Task: Reproduce only the top of the records, down to and including the line containing "position:relative; flex:none; width:1621px;".

Supplied material:
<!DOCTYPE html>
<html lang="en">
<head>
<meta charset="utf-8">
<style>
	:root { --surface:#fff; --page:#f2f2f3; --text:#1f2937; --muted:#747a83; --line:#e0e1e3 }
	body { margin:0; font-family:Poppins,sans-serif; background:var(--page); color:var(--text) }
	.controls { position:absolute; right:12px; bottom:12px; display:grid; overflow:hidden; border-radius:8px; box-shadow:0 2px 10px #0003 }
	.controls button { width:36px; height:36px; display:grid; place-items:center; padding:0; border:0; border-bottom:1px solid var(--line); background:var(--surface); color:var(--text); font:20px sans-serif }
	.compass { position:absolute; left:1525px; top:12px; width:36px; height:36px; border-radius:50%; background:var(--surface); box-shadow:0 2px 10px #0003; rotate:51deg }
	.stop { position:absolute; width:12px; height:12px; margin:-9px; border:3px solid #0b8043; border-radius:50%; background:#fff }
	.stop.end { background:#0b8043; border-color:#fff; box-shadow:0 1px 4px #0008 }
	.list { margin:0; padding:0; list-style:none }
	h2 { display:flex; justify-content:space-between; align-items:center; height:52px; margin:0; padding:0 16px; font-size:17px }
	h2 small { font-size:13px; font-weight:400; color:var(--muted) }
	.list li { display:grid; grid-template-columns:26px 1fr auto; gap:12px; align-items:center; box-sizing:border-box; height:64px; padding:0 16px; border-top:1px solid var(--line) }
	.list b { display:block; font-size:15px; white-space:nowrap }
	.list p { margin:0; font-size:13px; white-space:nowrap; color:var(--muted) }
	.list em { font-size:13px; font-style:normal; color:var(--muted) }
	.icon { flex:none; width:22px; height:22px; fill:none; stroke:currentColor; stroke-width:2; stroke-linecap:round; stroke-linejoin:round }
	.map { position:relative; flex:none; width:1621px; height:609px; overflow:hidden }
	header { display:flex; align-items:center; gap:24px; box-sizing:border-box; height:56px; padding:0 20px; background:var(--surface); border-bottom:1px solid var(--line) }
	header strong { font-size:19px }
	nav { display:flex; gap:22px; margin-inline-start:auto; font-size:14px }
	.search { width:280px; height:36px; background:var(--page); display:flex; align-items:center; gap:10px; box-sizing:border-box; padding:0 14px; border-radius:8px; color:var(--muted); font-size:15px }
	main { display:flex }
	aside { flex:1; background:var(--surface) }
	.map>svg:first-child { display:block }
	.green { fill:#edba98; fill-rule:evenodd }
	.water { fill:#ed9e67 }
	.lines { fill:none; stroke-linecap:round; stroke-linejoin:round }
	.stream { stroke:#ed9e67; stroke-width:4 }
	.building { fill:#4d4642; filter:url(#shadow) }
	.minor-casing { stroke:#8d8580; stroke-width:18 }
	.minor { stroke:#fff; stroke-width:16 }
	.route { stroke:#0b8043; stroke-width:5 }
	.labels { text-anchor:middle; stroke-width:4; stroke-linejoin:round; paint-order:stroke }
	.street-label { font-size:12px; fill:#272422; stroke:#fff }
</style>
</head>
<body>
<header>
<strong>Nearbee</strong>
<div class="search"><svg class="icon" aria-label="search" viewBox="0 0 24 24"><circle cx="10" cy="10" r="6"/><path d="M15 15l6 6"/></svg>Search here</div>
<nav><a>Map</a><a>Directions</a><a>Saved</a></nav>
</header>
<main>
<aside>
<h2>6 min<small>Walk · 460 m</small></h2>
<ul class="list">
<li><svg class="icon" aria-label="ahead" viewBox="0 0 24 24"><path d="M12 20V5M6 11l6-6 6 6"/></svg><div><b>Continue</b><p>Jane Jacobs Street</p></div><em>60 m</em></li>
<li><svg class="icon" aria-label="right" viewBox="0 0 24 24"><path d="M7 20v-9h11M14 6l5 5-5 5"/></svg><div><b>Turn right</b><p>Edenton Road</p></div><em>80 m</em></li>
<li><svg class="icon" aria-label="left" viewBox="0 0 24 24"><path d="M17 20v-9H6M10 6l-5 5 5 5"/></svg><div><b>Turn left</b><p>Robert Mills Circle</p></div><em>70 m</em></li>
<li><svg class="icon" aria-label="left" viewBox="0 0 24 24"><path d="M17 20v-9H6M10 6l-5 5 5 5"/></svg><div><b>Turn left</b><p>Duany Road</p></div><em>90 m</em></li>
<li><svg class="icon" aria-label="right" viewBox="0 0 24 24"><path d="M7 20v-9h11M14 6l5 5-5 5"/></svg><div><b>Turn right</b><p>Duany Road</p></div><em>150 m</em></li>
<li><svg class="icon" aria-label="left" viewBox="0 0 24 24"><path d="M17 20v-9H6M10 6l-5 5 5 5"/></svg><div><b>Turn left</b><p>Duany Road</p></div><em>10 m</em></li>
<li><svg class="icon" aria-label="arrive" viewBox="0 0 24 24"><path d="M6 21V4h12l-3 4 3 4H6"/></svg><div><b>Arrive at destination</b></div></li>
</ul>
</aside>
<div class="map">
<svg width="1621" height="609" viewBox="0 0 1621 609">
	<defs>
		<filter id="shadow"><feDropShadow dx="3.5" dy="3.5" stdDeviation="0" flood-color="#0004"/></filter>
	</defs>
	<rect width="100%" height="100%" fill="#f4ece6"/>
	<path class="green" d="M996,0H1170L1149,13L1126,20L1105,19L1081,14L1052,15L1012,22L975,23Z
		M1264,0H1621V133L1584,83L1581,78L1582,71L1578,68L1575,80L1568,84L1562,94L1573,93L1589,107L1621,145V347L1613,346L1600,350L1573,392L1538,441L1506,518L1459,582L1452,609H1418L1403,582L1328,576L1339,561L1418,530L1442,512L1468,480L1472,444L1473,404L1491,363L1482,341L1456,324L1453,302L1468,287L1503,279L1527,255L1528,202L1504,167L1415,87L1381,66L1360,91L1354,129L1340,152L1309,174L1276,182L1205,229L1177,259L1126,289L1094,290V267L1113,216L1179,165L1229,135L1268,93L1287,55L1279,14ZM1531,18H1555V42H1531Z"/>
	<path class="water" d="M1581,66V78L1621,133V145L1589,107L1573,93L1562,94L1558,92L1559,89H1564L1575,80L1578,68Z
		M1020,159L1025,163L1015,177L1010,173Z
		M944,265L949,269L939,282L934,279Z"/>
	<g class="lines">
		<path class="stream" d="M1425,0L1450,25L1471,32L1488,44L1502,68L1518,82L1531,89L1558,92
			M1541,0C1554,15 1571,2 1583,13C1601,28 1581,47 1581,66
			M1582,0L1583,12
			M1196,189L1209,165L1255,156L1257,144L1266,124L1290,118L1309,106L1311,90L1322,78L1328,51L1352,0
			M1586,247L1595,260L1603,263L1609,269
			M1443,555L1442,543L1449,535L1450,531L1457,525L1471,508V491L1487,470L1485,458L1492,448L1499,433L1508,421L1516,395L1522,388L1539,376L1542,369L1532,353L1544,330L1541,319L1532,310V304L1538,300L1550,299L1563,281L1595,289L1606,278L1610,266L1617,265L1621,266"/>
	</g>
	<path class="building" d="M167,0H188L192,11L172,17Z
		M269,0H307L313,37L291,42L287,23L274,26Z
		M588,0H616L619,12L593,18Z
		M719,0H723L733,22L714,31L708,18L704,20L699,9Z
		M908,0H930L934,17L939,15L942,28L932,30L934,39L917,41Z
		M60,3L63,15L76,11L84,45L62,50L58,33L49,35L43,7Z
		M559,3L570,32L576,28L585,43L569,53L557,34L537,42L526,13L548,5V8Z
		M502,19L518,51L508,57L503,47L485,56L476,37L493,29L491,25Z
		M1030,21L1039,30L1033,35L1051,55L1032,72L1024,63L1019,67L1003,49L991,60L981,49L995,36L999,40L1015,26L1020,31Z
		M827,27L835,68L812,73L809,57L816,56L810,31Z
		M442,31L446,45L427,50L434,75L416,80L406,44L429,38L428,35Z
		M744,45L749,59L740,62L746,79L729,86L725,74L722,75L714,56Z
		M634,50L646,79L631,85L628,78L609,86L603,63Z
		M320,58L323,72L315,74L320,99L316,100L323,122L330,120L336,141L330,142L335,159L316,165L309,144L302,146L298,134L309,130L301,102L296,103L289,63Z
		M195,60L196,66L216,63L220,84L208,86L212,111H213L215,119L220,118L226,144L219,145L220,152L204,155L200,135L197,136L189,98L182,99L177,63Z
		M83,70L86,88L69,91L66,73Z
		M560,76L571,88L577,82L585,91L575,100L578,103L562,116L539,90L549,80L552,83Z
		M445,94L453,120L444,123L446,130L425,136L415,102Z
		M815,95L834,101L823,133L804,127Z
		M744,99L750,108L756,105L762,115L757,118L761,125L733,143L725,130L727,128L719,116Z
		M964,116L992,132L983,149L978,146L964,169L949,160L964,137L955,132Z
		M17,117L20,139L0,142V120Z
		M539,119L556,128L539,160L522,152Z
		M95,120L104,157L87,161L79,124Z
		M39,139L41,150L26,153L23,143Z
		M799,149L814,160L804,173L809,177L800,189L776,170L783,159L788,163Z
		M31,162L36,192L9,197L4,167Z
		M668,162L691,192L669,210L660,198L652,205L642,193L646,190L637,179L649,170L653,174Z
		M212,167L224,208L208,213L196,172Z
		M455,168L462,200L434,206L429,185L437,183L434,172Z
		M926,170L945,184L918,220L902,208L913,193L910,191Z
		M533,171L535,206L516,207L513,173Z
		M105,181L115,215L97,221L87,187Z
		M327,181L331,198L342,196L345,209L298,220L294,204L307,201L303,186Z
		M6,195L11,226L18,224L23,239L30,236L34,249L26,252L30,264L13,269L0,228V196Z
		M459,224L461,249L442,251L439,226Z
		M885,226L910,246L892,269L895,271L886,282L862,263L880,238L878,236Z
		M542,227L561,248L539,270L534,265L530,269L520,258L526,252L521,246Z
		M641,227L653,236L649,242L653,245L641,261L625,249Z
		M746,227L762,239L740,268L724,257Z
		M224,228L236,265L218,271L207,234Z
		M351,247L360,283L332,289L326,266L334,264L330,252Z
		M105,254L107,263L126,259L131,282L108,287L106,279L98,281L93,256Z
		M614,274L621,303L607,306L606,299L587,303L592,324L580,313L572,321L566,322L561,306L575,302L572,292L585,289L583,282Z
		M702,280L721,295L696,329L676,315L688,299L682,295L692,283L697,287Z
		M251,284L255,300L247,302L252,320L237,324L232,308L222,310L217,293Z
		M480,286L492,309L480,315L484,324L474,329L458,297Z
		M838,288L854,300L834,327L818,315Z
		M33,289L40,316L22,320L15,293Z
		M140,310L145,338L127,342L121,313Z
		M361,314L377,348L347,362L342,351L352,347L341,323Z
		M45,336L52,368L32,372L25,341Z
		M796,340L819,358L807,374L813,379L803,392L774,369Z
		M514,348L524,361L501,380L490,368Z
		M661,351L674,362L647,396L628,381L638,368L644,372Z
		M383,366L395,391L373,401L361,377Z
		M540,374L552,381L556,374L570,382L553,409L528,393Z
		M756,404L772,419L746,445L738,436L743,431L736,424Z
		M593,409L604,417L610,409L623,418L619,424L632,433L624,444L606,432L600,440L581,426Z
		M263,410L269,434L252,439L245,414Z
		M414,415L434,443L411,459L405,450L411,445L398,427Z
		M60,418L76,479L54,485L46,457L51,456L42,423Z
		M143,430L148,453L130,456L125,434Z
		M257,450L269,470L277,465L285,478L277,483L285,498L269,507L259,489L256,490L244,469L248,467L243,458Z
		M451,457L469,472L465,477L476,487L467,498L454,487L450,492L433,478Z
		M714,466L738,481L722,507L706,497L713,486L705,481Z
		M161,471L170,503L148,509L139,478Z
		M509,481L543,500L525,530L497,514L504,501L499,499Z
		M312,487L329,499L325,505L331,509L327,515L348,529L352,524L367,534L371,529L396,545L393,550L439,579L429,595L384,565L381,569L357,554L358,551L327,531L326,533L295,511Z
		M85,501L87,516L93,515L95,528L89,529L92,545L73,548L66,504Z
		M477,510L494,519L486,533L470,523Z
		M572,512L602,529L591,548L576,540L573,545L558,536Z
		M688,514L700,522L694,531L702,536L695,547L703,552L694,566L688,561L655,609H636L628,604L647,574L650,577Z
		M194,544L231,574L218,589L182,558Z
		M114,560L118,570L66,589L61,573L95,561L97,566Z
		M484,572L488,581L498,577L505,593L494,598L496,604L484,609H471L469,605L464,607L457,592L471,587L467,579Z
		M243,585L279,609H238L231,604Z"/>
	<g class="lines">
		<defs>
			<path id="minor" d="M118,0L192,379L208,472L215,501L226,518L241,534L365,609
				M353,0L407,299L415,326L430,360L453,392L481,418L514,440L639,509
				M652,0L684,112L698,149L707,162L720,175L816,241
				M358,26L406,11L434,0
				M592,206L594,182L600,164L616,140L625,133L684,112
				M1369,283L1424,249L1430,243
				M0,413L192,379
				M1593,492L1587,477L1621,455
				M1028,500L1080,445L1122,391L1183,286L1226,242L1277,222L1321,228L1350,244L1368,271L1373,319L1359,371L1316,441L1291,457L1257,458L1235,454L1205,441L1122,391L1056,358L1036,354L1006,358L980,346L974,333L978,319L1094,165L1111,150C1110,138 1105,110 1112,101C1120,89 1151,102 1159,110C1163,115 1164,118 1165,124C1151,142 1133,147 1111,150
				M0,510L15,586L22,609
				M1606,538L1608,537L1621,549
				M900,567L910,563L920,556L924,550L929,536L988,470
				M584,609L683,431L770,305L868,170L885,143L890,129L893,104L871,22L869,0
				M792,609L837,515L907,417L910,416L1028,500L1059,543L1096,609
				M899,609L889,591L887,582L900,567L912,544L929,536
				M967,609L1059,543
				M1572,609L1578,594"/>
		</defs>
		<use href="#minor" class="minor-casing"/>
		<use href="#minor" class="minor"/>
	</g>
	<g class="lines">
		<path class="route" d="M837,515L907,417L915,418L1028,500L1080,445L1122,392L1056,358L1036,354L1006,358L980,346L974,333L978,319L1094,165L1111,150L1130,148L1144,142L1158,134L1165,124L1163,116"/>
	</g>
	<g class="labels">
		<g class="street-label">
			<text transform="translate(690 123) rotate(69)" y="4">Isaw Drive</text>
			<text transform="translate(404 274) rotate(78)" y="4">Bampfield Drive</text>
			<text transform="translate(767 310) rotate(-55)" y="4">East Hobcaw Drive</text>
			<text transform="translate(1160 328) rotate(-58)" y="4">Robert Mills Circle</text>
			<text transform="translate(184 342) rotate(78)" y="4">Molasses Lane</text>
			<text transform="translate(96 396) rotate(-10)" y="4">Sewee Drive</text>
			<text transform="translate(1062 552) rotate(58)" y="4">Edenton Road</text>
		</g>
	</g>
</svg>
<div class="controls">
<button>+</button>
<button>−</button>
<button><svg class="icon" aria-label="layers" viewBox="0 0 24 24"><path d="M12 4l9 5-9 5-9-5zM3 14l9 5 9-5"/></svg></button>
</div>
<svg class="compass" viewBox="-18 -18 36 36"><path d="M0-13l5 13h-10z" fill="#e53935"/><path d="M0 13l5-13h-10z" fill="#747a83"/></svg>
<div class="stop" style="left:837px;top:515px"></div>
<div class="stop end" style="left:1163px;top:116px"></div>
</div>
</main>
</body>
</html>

Task result:
<!DOCTYPE html>
<html lang="en">
<head>
<meta charset="utf-8">
<style>
	:root { --surface:#fff; --page:#f2f2f3; --text:#1f2937; --muted:#747a83; --line:#e0e1e3 }
	body { margin:0; font-family:Poppins,sans-serif; background:var(--page); color:var(--text) }
	.controls { position:absolute; right:12px; bottom:12px; display:grid; overflow:hidden; border-radius:8px; box-shadow:0 2px 10px #0003 }
	.controls button { width:36px; height:36px; display:grid; place-items:center; padding:0; border:0; border-bottom:1px solid var(--line); background:var(--surface); color:var(--text); font:20px sans-serif }
	.compass { position:absolute; left:1525px; top:12px; width:36px; height:36px; border-radius:50%; background:var(--surface); box-shadow:0 2px 10px #0003; rotate:51deg }
	.stop { position:absolute; width:12px; height:12px; margin:-9px; border:3px solid #0b8043; border-radius:50%; background:#fff }
	.stop.end { background:#0b8043; border-color:#fff; box-shadow:0 1px 4px #0008 }
	.list { margin:0; padding:0; list-style:none }
	h2 { display:flex; justify-content:space-between; align-items:center; height:52px; margin:0; padding:0 16px; font-size:17px }
	h2 small { font-size:13px; font-weight:400; color:var(--muted) }
	.list li { display:grid; grid-template-columns:26px 1fr auto; gap:12px; align-items:center; box-sizing:border-box; height:64px; padding:0 16px; border-top:1px solid var(--line) }
	.list b { display:block; font-size:15px; white-space:nowrap }
	.list p { margin:0; font-size:13px; white-space:nowrap; color:var(--muted) }
	.list em { font-size:13px; font-style:normal; color:var(--muted) }
	.icon { flex:none; width:22px; height:22px; fill:none; stroke:currentColor; stroke-width:2; stroke-linecap:round; stroke-linejoin:round }
	.map { position:relative; flex:none; width:1621px; height:609px; overflow:hidden }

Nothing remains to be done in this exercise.